Your instructions
The answer should reproduce the listing below character for character.

Supplied data
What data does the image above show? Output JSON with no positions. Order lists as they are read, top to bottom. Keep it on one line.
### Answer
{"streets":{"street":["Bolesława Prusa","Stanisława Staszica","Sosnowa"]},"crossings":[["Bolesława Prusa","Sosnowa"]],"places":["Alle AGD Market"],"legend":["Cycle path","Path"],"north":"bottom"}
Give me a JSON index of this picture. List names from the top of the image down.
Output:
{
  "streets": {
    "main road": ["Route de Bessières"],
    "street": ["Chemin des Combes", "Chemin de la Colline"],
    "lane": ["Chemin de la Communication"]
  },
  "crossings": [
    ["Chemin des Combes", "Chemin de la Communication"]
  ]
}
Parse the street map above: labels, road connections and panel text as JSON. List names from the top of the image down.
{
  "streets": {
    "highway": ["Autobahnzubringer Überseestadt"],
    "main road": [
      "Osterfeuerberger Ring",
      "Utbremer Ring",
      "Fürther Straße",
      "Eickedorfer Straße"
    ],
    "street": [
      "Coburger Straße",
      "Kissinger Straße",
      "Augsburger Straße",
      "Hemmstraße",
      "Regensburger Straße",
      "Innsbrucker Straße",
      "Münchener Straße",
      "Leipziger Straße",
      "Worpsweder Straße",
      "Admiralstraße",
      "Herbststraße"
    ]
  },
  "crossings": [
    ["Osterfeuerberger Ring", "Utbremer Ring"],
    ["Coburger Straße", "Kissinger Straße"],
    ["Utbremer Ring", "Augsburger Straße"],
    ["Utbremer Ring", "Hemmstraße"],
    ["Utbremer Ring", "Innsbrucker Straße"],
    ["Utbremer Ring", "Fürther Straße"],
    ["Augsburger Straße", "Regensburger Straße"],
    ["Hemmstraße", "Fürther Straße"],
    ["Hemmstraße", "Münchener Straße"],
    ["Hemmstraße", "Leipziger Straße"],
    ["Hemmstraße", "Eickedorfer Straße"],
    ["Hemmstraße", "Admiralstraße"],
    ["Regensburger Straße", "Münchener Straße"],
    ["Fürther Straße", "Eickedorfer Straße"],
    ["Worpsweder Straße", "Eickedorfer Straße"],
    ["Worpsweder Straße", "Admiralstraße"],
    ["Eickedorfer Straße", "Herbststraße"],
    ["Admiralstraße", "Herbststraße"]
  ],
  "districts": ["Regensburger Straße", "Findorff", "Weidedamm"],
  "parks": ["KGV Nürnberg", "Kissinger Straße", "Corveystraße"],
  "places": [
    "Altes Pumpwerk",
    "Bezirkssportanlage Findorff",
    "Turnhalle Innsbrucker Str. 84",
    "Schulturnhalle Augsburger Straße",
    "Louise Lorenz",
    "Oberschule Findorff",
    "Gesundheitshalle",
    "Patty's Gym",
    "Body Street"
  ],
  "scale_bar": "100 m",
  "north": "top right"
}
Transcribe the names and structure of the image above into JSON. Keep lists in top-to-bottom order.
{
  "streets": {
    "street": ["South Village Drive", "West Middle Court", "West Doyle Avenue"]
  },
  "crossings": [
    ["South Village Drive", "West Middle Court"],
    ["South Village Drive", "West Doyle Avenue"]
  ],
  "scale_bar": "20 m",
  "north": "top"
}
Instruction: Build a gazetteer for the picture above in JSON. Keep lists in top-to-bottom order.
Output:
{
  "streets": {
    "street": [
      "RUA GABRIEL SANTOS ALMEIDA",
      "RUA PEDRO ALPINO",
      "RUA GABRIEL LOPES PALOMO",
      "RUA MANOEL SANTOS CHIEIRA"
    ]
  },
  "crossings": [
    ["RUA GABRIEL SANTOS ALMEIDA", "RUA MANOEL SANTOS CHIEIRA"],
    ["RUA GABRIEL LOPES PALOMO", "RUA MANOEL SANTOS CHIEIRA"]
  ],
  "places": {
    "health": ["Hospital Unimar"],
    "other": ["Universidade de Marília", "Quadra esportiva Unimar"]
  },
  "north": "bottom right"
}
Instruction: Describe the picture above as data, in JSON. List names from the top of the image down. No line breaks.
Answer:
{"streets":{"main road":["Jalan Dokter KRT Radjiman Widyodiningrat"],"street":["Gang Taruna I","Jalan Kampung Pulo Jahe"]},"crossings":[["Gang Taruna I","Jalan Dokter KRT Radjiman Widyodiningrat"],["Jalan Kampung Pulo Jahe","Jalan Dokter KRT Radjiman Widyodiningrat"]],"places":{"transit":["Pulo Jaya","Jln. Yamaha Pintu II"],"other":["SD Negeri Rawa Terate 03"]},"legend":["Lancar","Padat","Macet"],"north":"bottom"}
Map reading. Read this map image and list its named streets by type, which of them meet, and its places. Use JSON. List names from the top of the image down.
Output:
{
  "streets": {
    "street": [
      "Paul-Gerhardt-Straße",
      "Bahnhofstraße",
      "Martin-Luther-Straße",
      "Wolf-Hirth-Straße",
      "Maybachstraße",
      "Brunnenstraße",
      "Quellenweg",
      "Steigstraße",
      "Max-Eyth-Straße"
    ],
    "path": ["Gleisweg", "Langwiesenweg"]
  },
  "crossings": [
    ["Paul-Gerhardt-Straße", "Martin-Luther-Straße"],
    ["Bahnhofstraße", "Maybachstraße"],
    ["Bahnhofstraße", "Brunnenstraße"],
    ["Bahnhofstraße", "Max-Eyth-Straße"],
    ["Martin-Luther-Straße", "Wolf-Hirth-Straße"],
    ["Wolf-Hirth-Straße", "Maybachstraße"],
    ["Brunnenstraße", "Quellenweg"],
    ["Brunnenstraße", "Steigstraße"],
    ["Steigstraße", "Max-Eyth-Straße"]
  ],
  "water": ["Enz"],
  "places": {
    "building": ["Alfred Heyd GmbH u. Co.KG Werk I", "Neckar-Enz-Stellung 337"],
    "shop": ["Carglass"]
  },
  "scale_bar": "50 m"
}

Task output
What data does the image above show? Output JSON with no positions. Order lists as they are read, top to bottom. Keep it on one line.
### Answer
{"streets":{"street":["Bolesława Prusa","Stanisława Staszica","Sosnowa"]},"crossings":[["Bolesława Prusa","Sosnowa"]],"places":["Alle AGD Market"],"legend":["Cycle path","Path"],"north":"bottom"}
Give me a JSON index of this picture. List names from the top of the image down.
Output:
{
  "streets": {
    "main road": ["Route de Bessières"],
    "street": ["Chemin des Combes", "Chemin de la Colline"],
    "lane": ["Chemin de la Communication"]
  },
  "crossings": [
    ["Chemin des Combes", "Chemin de la Communication"]
  ]
}
Parse the street map above: labels, road connections and panel text as JSON. List names from the top of the image down.
{
  "streets": {
    "highway": ["Autobahnzubringer Überseestadt"],
    "main road": [
      "Osterfeuerberger Ring",
      "Utbremer Ring",
      "Fürther Straße",
      "Eickedorfer Straße"
    ],
    "street": [
      "Coburger Straße",
      "Kissinger Straße",
      "Augsburger Straße",
      "Hemmstraße",
      "Regensburger Straße",
      "Innsbrucker Straße",
      "Münchener Straße",
      "Leipziger Straße",
      "Worpsweder Straße",
      "Admiralstraße",
      "Herbststraße"
    ]
  },
  "crossings": [
    ["Osterfeuerberger Ring", "Utbremer Ring"],
    ["Coburger Straße", "Kissinger Straße"],
    ["Utbremer Ring", "Augsburger Straße"],
    ["Utbremer Ring", "Hemmstraße"],
    ["Utbremer Ring", "Innsbrucker Straße"],
    ["Utbremer Ring", "Fürther Straße"],
    ["Augsburger Straße", "Regensburger Straße"],
    ["Hemmstraße", "Fürther Straße"],
    ["Hemmstraße", "Münchener Straße"],
    ["Hemmstraße", "Leipziger Straße"],
    ["Hemmstraße", "Eickedorfer Straße"],
    ["Hemmstraße", "Admiralstraße"],
    ["Regensburger Straße", "Münchener Straße"],
    ["Fürther Straße", "Eickedorfer Straße"],
    ["Worpsweder Straße", "Eickedorfer Straße"],
    ["Worpsweder Straße", "Admiralstraße"],
    ["Eickedorfer Straße", "Herbststraße"],
    ["Admiralstraße", "Herbststraße"]
  ],
  "districts": ["Regensburger Straße", "Findorff", "Weidedamm"],
  "parks": ["KGV Nürnberg", "Kissinger Straße", "Corveystraße"],
  "places": [
    "Altes Pumpwerk",
    "Bezirkssportanlage Findorff",
    "Turnhalle Innsbrucker Str. 84",
    "Schulturnhalle Augsburger Straße",
    "Louise Lorenz",
    "Oberschule Findorff",
    "Gesundheitshalle",
    "Patty's Gym",
    "Body Street"
  ],
  "scale_bar": "100 m",
  "north": "top right"
}
Transcribe the names and structure of the image above into JSON. Keep lists in top-to-bottom order.
{
  "streets": {
    "street": ["South Village Drive", "West Middle Court", "West Doyle Avenue"]
  },
  "crossings": [
    ["South Village Drive", "West Middle Court"],
    ["South Village Drive", "West Doyle Avenue"]
  ],
  "scale_bar": "20 m",
  "north": "top"
}
Instruction: Build a gazetteer for the picture above in JSON. Keep lists in top-to-bottom order.
Output:
{
  "streets": {
    "street": [
      "RUA GABRIEL SANTOS ALMEIDA",
      "RUA PEDRO ALPINO",
      "RUA GABRIEL LOPES PALOMO",
      "RUA MANOEL SANTOS CHIEIRA"
    ]
  },
  "crossings": [
    ["RUA GABRIEL SANTOS ALMEIDA", "RUA MANOEL SANTOS CHIEIRA"],
    ["RUA GABRIEL LOPES PALOMO", "RUA MANOEL SANTOS CHIEIRA"]
  ],
  "places": {
    "health": ["Hospital Unimar"],
    "other": ["Universidade de Marília", "Quadra esportiva Unimar"]
  },
  "north": "bottom right"
}
Instruction: Describe the picture above as data, in JSON. List names from the top of the image down. No line breaks.
Answer:
{"streets":{"main road":["Jalan Dokter KRT Radjiman Widyodiningrat"],"street":["Gang Taruna I","Jalan Kampung Pulo Jahe"]},"crossings":[["Gang Taruna I","Jalan Dokter KRT Radjiman Widyodiningrat"],["Jalan Kampung Pulo Jahe","Jalan Dokter KRT Radjiman Widyodiningrat"]],"places":{"transit":["Pulo Jaya","Jln. Yamaha Pintu II"],"other":["SD Negeri Rawa Terate 03"]},"legend":["Lancar","Padat","Macet"],"north":"bottom"}
Map reading. Read this map image and list its named streets by type, which of them meet, and its places. Use JSON. List names from the top of the image down.
Output:
{
  "streets": {
    "street": [
      "Paul-Gerhardt-Straße",
      "Bahnhofstraße",
      "Martin-Luther-Straße",
      "Wolf-Hirth-Straße",
      "Maybachstraße",
      "Brunnenstraße",
      "Quellenweg",
      "Steigstraße",
      "Max-Eyth-Straße"
    ],
    "path": ["Gleisweg", "Langwiesenweg"]
  },
  "crossings": [
    ["Paul-Gerhardt-Straße", "Martin-Luther-Straße"],
    ["Bahnhofstraße", "Maybachstraße"],
    ["Bahnhofstraße", "Brunnenstraße"],
    ["Bahnhofstraße", "Max-Eyth-Straße"],
    ["Martin-Luther-Straße", "Wolf-Hirth-Straße"],
    ["Wolf-Hirth-Straße", "Maybachstraße"],
    ["Brunnenstraße", "Quellenweg"],
    ["Brunnenstraße", "Steigstraße"],
    ["Steigstraße", "Max-Eyth-Straße"]
  ],
  "water": ["Enz"],
  "places": {
    "building": ["Alfred Heyd GmbH u. Co.KG Werk I", "Neckar-Enz-Stellung 337"],
    "shop": ["Carglass"]
  },
  "scale_bar": "50 m"
}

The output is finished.